Problem requirements
If a line in the records below contains the word "compass", copy it.

Saved entries:
Content starts
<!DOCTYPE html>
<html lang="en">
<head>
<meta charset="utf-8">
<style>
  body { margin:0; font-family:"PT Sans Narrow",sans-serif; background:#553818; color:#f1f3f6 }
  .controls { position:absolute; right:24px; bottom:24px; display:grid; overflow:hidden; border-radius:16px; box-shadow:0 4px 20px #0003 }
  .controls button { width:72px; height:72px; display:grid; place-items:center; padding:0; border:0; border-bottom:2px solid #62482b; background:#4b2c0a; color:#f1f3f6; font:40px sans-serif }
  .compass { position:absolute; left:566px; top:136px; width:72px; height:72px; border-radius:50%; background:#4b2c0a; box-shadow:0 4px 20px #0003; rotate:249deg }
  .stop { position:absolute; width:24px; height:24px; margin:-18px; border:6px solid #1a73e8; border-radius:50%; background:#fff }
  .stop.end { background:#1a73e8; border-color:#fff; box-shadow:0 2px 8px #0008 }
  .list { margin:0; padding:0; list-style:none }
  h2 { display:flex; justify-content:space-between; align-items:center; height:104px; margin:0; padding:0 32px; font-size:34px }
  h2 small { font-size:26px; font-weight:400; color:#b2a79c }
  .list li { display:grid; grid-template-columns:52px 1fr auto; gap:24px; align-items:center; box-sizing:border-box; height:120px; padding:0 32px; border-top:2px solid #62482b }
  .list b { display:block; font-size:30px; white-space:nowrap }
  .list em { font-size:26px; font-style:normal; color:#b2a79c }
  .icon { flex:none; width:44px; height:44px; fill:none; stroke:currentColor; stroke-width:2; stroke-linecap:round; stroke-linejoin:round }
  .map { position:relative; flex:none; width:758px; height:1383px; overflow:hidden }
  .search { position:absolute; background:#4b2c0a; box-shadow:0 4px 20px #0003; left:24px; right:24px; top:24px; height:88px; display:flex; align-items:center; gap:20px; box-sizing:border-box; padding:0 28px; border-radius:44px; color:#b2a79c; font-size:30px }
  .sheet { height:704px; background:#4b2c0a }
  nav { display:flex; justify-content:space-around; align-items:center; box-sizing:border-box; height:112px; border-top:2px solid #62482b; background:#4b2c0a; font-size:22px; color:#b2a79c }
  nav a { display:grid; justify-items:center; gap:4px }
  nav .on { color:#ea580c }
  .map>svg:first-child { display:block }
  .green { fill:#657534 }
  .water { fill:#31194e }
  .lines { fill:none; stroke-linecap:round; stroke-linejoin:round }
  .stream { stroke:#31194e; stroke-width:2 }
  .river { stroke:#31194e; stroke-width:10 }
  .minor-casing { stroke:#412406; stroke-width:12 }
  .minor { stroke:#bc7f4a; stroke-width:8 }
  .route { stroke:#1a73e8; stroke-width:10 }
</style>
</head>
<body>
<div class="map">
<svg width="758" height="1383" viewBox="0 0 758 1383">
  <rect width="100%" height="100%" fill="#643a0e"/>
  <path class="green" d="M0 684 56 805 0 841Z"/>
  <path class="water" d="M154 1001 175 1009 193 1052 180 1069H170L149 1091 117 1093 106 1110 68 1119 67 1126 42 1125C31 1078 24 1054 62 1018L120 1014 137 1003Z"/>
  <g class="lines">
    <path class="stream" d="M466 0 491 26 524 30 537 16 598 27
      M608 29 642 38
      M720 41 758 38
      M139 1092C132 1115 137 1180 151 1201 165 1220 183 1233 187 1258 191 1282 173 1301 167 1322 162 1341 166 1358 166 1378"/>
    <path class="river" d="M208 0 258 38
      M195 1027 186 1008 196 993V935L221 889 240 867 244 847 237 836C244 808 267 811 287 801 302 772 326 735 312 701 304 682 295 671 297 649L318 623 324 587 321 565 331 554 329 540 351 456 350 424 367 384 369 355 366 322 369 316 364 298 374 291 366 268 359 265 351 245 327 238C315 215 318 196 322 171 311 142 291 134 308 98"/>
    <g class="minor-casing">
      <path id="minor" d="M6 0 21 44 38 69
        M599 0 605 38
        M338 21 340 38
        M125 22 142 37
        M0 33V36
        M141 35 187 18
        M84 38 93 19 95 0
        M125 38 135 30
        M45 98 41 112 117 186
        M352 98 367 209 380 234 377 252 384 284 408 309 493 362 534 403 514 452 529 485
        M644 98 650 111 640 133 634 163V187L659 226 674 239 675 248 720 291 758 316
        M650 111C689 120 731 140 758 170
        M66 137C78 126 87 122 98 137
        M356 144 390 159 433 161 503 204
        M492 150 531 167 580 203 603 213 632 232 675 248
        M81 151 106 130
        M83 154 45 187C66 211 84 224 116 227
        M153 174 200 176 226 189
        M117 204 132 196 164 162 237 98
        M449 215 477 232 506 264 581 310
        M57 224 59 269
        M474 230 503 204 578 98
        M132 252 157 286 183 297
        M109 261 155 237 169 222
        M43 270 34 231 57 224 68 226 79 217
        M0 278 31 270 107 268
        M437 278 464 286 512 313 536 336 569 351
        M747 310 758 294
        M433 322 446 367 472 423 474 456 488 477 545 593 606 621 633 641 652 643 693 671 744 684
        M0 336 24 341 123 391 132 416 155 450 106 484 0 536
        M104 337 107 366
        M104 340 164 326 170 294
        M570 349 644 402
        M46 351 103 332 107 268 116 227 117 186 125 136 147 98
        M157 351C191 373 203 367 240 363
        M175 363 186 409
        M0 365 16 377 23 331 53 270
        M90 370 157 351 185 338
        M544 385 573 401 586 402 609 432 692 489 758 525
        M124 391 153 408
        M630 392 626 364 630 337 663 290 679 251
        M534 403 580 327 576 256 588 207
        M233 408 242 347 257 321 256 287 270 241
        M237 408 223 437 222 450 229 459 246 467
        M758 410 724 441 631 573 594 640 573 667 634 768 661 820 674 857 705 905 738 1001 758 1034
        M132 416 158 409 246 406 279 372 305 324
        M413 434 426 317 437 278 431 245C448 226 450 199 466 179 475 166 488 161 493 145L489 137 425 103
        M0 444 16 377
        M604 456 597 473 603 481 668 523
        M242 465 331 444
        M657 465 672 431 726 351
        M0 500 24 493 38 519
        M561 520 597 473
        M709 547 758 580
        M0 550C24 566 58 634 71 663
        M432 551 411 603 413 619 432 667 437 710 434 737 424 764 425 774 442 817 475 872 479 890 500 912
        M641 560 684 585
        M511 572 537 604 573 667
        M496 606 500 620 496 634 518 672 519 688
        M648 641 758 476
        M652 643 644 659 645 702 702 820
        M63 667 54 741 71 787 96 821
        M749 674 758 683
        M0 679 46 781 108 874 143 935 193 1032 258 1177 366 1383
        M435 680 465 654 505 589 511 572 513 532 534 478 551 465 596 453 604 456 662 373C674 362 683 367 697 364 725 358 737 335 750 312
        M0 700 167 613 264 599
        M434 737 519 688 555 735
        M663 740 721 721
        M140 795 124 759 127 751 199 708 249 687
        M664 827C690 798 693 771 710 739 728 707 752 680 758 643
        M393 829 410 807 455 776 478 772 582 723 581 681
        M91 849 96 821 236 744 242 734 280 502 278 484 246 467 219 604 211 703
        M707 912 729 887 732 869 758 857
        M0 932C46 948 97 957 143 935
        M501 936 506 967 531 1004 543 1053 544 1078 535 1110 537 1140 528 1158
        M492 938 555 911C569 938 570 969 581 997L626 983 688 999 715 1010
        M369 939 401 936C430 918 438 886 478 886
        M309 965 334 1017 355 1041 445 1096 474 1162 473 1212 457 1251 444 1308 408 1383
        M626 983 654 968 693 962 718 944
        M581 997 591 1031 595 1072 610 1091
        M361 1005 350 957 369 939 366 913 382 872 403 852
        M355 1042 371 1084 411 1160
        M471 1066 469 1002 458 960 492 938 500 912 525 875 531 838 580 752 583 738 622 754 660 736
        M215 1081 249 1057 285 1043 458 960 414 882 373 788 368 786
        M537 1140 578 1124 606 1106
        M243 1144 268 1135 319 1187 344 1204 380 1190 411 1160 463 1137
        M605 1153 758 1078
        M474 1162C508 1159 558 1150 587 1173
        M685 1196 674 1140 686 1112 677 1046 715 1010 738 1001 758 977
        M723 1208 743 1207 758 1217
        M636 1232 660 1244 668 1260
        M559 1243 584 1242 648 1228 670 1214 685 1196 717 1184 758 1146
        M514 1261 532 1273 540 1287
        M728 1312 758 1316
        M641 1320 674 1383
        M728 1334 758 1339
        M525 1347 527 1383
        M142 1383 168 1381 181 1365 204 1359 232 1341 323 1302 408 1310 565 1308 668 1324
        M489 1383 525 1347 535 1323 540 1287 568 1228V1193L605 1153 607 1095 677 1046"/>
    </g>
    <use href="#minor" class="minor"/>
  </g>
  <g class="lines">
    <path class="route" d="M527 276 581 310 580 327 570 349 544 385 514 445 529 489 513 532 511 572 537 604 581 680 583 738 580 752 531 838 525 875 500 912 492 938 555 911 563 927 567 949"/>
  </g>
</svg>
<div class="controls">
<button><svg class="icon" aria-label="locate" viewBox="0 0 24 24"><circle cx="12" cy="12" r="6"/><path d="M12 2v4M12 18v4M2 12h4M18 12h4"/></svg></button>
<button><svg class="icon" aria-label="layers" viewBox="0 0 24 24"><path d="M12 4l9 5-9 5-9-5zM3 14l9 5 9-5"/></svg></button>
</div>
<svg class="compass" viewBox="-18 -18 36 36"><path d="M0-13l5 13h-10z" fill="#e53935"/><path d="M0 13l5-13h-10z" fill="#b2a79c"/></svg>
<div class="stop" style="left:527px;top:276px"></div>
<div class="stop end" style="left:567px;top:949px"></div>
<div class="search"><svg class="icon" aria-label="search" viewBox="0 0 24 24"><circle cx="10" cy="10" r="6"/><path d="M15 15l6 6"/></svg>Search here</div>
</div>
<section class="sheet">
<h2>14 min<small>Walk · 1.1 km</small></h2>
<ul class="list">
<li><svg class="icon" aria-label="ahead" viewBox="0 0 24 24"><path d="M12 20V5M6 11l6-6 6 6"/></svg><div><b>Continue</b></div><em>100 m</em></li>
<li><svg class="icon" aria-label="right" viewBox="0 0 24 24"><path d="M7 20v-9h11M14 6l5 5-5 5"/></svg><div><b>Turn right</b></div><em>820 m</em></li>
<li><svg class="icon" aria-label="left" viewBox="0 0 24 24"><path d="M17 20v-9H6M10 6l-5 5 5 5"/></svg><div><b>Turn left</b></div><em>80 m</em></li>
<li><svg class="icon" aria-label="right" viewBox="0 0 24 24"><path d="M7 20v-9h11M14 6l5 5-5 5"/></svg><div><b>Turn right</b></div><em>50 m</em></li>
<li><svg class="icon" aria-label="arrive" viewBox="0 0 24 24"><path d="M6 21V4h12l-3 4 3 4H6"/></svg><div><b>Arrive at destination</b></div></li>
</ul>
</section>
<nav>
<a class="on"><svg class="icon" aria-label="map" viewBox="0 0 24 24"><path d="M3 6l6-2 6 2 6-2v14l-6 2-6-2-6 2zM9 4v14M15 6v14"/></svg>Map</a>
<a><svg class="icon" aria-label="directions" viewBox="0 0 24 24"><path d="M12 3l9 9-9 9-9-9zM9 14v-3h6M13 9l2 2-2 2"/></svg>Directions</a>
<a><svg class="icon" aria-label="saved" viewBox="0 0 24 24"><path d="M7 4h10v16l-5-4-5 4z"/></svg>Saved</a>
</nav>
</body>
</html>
Content ends
Your response
  .compass { position:absolute; left:566px; top:136px; width:72px; height:72px; border-radius:50%; background:#4b2c0a; box-shadow:0 4px 20px #0003; rotate:249deg }
<svg class="compass" viewBox="-18 -18 36 36"><path d="M0-13l5 13h-10z" fill="#e53935"/><path d="M0 13l5-13h-10z" fill="#b2a79c"/></svg>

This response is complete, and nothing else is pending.